Also, it’s a good idea to turn off location services on your smartphone so you are not giving away your real-time location. Also, photos you take with your smartphone can record your location via embedded geotagging. This 2014 article in Forbes, Don’t Let Stalkers, Abusers, and Creeps Track Your Phones Location, contains instructions for turning off location services.

Tip #3: Don’t give out your phone number

It's possible to track a person's address via their  phone number

Did you know that it’s possible to track a person’s address via their phone number?

It’s relatively easy to find home addresses from phone numbers.

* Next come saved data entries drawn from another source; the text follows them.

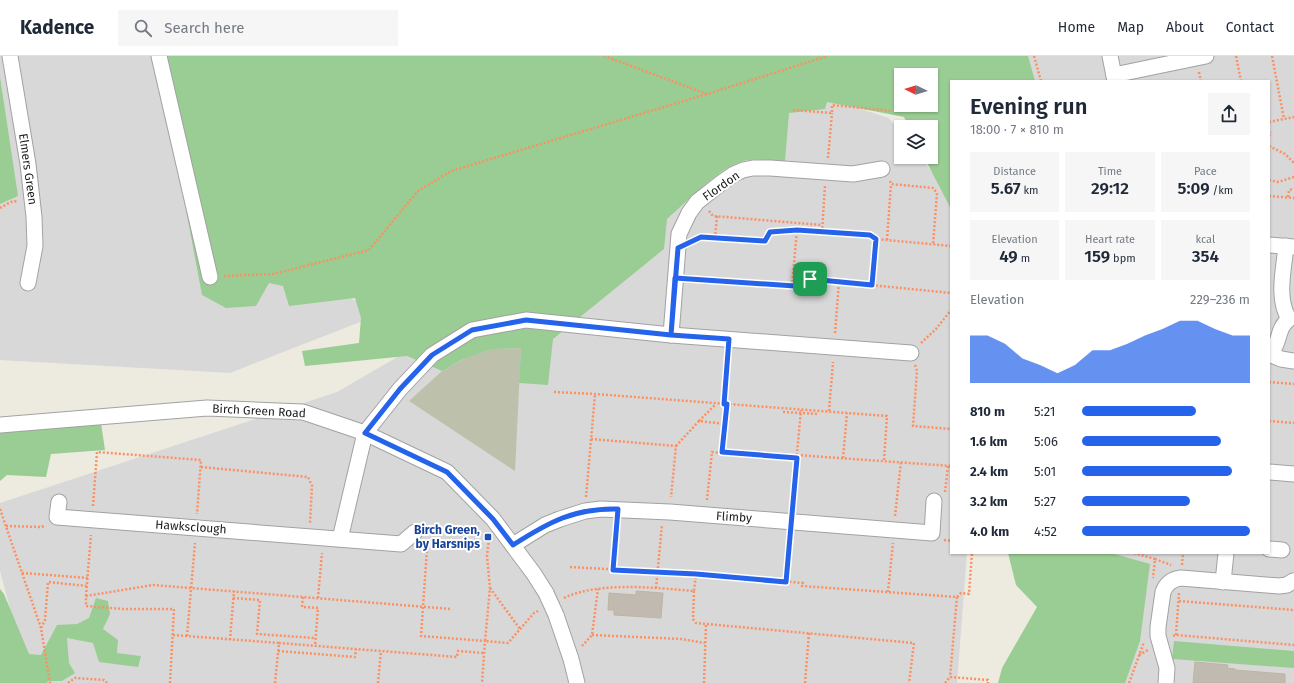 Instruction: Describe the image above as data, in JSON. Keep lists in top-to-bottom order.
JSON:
{
  "streets": {
    "street": [
      "Elmers Green",
      "Flordon",
      "Birch Green Road",
      "Flimby",
      "Hawksclough"
    ]
  },
  "crossings": [
    ["Birch Green Road", "Flimby"]
  ],
  "places": {
    "transit": ["Birch Green, by Harsnips"]
  },
  "north": "left",
  "page": {
    "header": "Kadence",
    "search": "Search here",
    "nav": [
      "Home",
      "Map",
      "About",
      "Contact"
    ],
    "heading": ["Evening run", "18:00 · 7 × 810 m"],
    "stats": [
      ["Distance", "5.67 km"],
      ["Time", "29:12"],
      ["Pace", "5:09 /km"],
      ["Elevation", "49 m"],
      ["Heart rate", "159 bpm"],
      ["kcal", "354"]
    ],
    "chart": ["Elevation", "229–236 m"],
    "list": [
      {
        "name": "810 m",
        "note": "5:21"
      },
      {
        "name": "1.6 km",
        "note": "5:06"
      },
      {
        "name": "2.4 km",
        "note": "5:01"
      },
      {
        "name": "3.2 km",
        "note": "5:27"
      },
      {
        "name": "4.0 km",
        "note": "4:52"
      }
    ]
  }
} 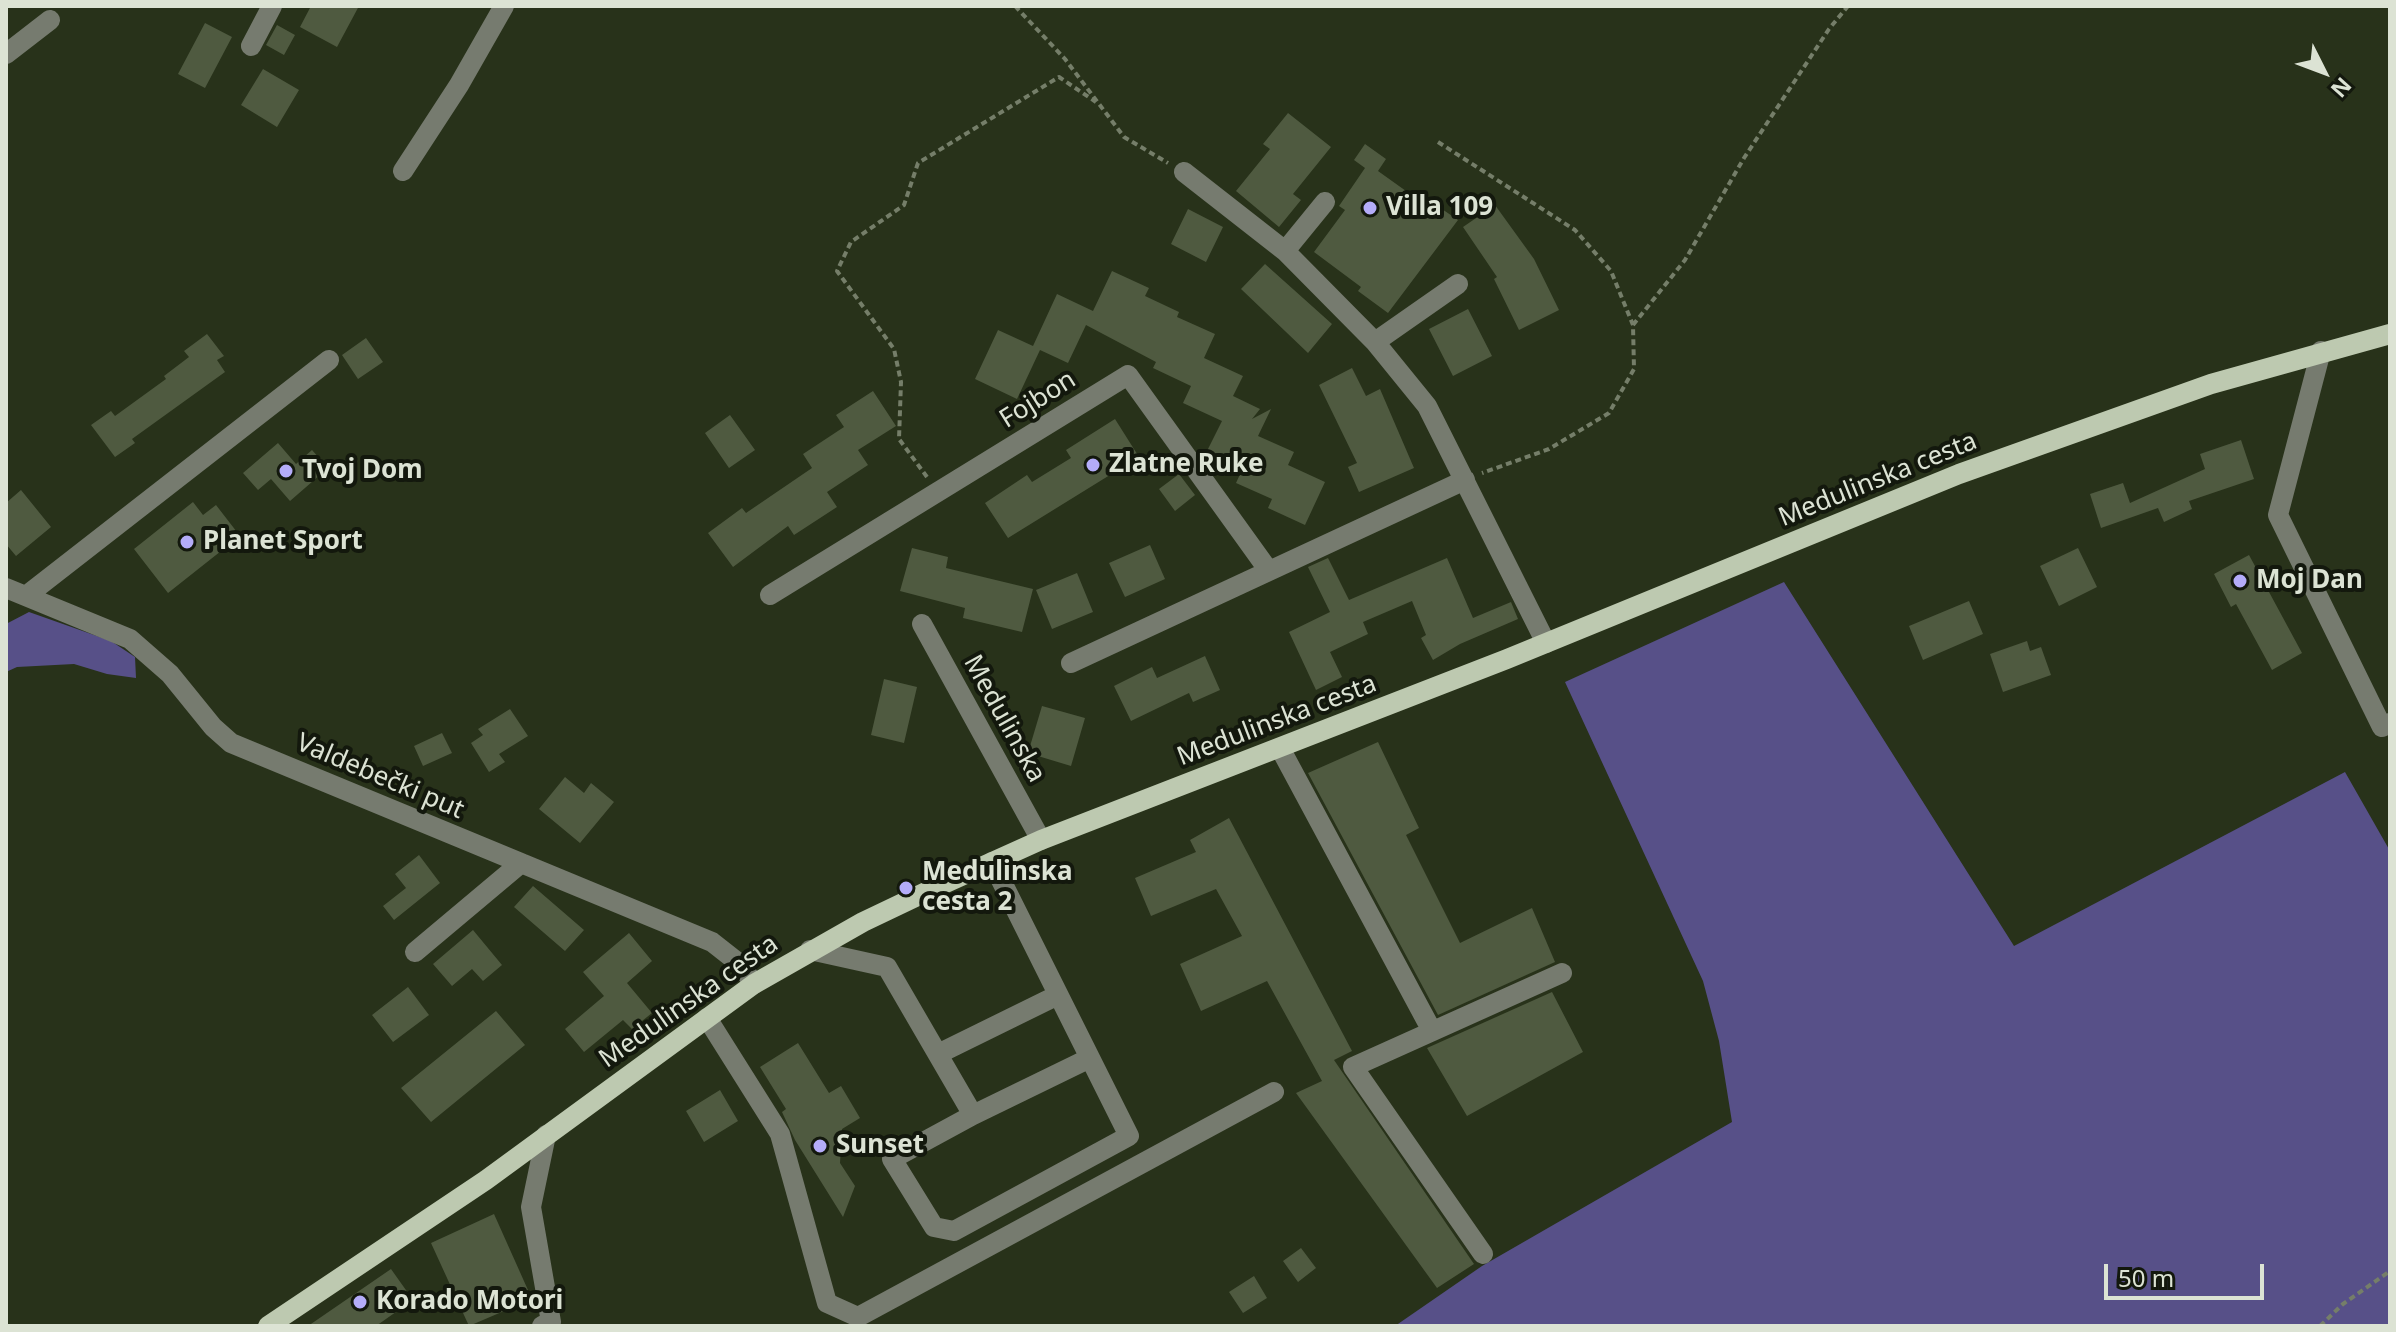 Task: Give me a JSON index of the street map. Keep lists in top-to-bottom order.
{
  "streets": {
    "main road": ["Medulinska cesta"],
    "street": ["Fojbon", "Medulinska", "Valdebečki put"]
  },
  "crossings": [
    ["Medulinska cesta", "Medulinska"],
    ["Medulinska cesta", "Valdebečki put"]
  ],
  "places": [
    "Villa 109",
    "Zlatne Ruke",
    "Tvoj Dom",
    "Planet Sport",
    "Moj Dan",
    "Medulinska cesta 2",
    "Sunset",
    "Korado Motori"
  ],
  "scale_bar": "50 m",
  "north": "bottom right"
} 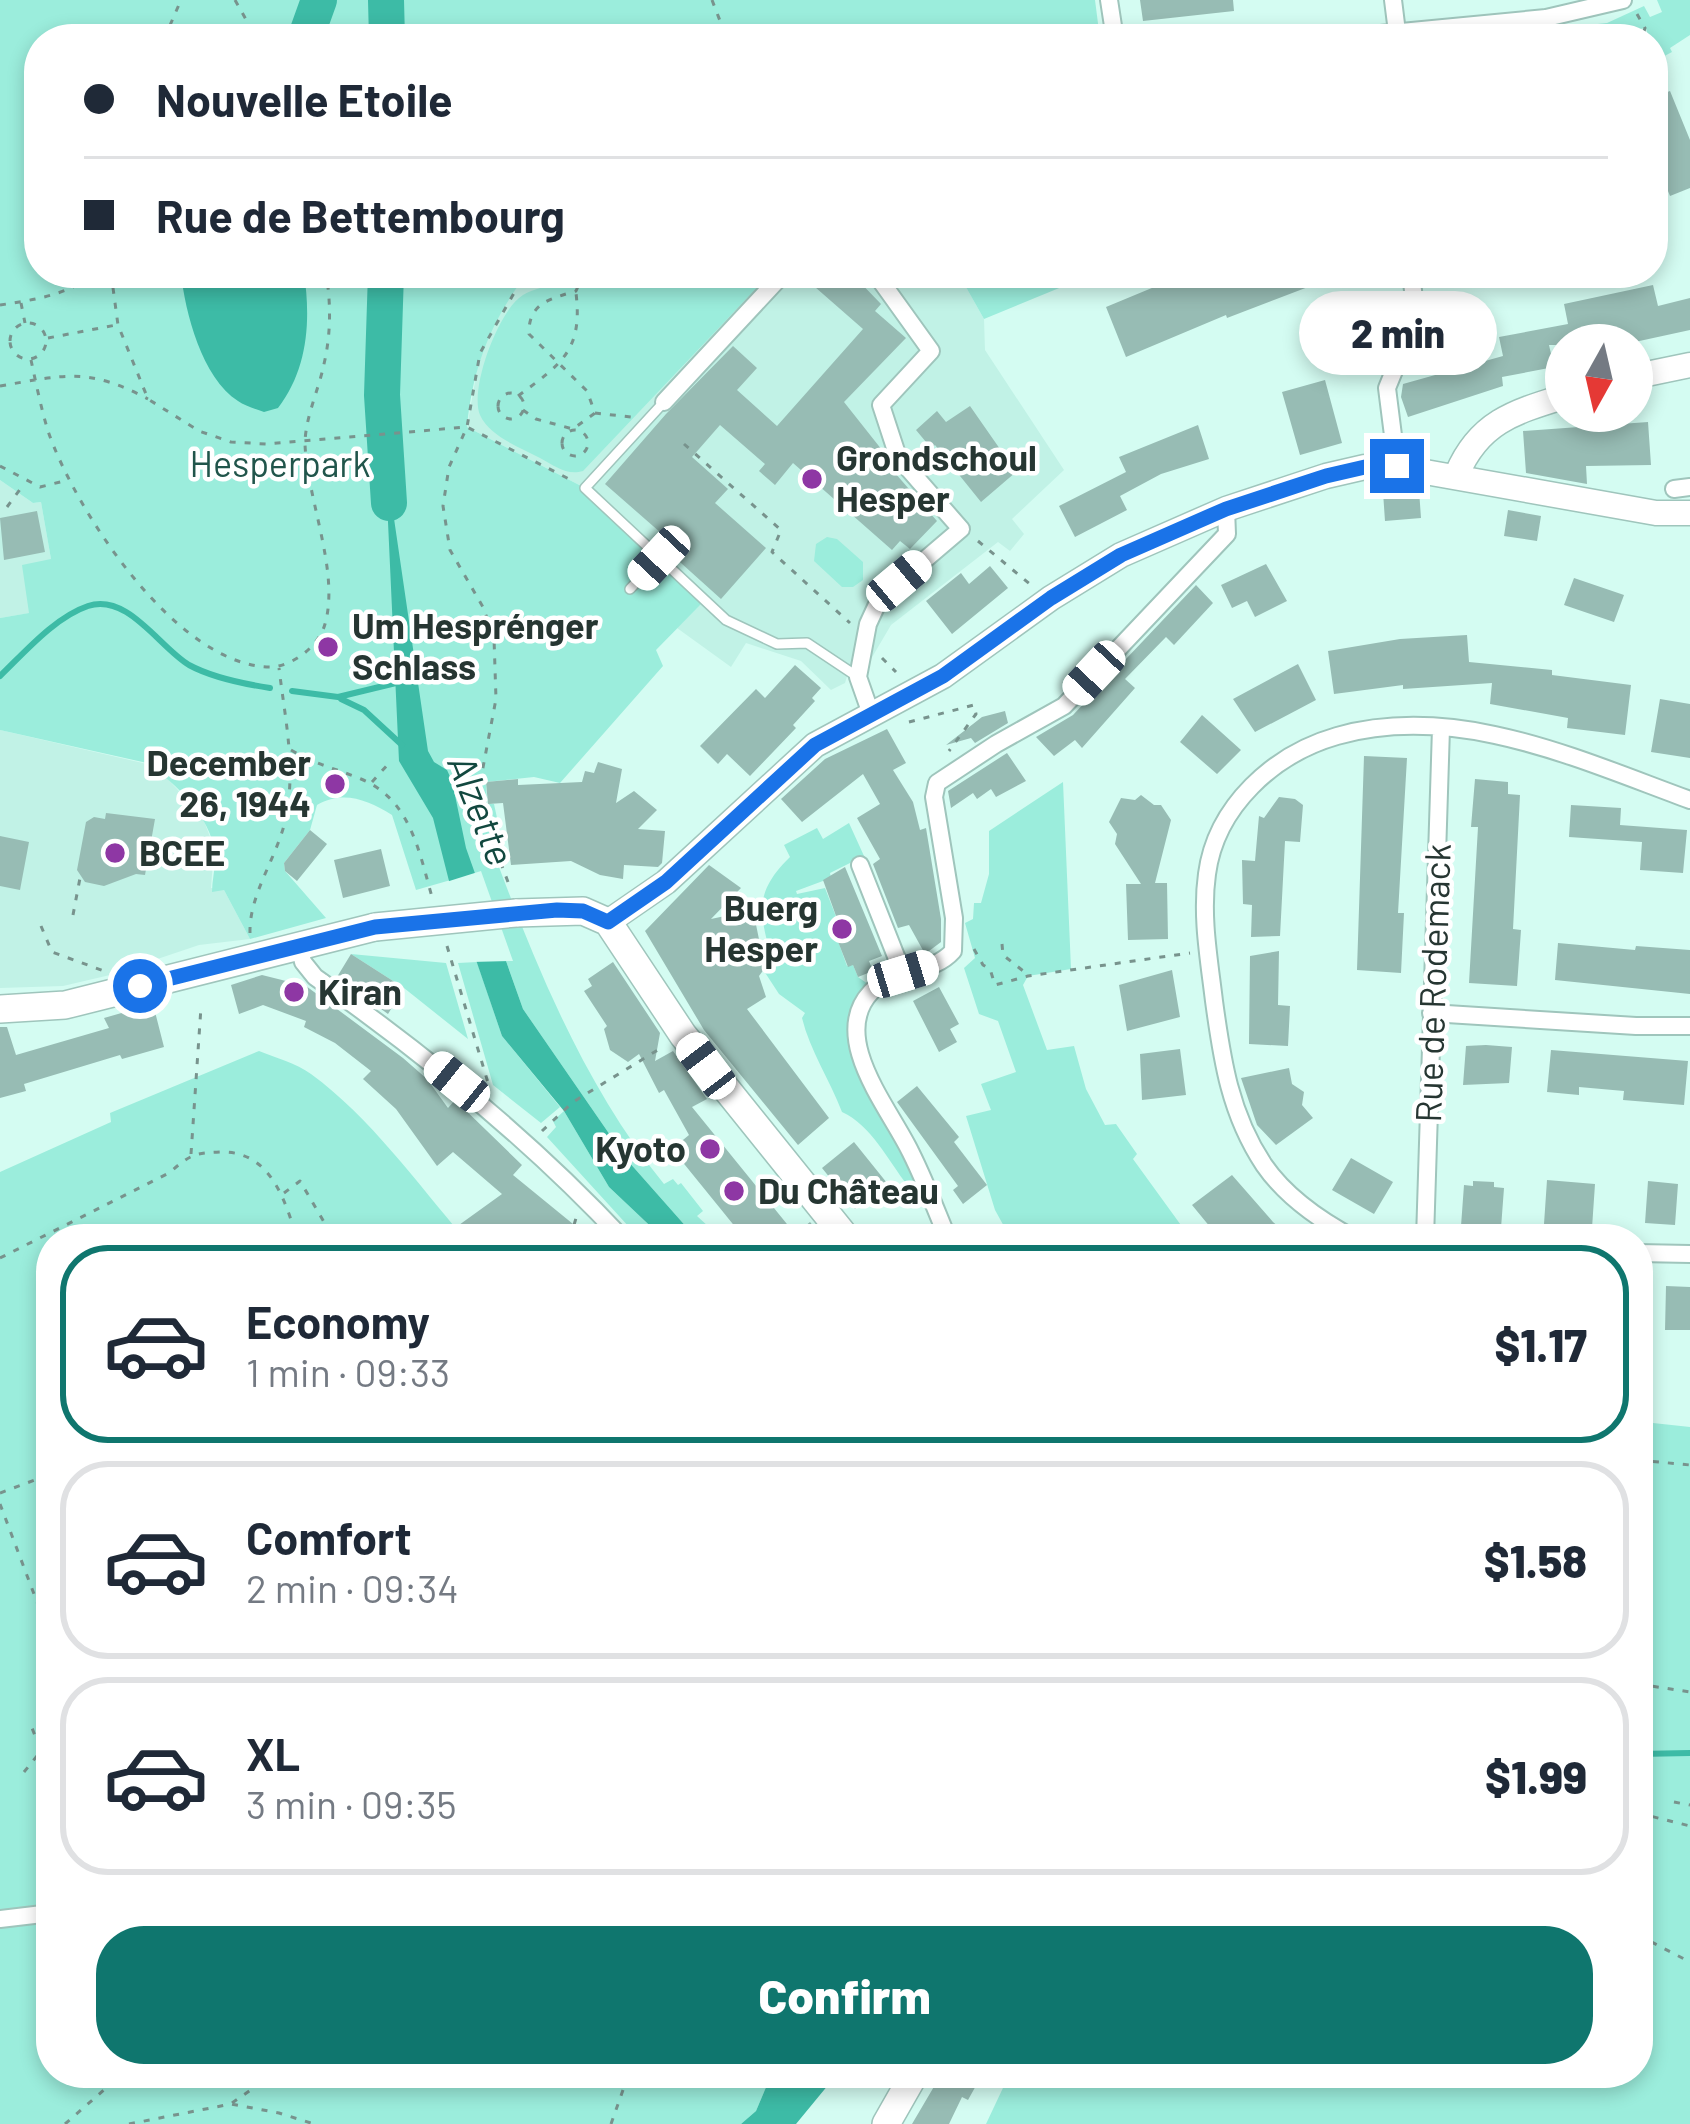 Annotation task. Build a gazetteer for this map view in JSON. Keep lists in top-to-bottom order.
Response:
{
  "streets": {
    "street": ["Rue de Rodemack"]
  },
  "water": ["Alzette"],
  "parks": ["Hesperpark"],
  "places": [
    "Grondschoul Hesper",
    "Um Hesprénger Schlass",
    "December 26, 1944",
    "BCEE",
    "Buerg Hesper",
    "Kiran",
    "Kyoto",
    "Du Château"
  ],
  "north": "bottom",
  "page": {
    "banner": ["Nouvelle Etoile", "Rue de Bettembourg"],
    "bubble": "2 min",
    "list": [
      {
        "name": "Economy",
        "note": "1 min · 09:33",
        "value": "$1.17"
      },
      {
        "name": "Comfort",
        "note": "2 min · 09:34",
        "value": "$1.58"
      },
      {
        "name": "XL",
        "note": "3 min · 09:35",
        "value": "$1.99"
      }
    ],
    "buttons": "Confirm"
  }
}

It’s just as easy for you to protect that number, and your personal information associated with it, by using a virtual phone number. What’s that? A virtual number is a regular number (area code + number, such as 123-456-7789) that you can set up to ring through to your real number. Then, you give out the virtual number when a stranger, or someone other than family and trusted friends, asks for your phone number. When somebody calls that virtual number, you answer, and nobody knows it’s not your real number.

If someone attempts a trace on that phone number (to find the name/address it’s registered to), they won’t find it (that is, as long as you haven’t posted your name as being associated with that number somewhere on the Internet). Basic virtual number services typically cost anywhere from $6.95 to $10.95 a month (extra features, such as fax services, cost more). You can sign up for a virtual number at sites like Vumber and FlyNumber.

That’s it.  Three tips to protect your confidential information in the new year.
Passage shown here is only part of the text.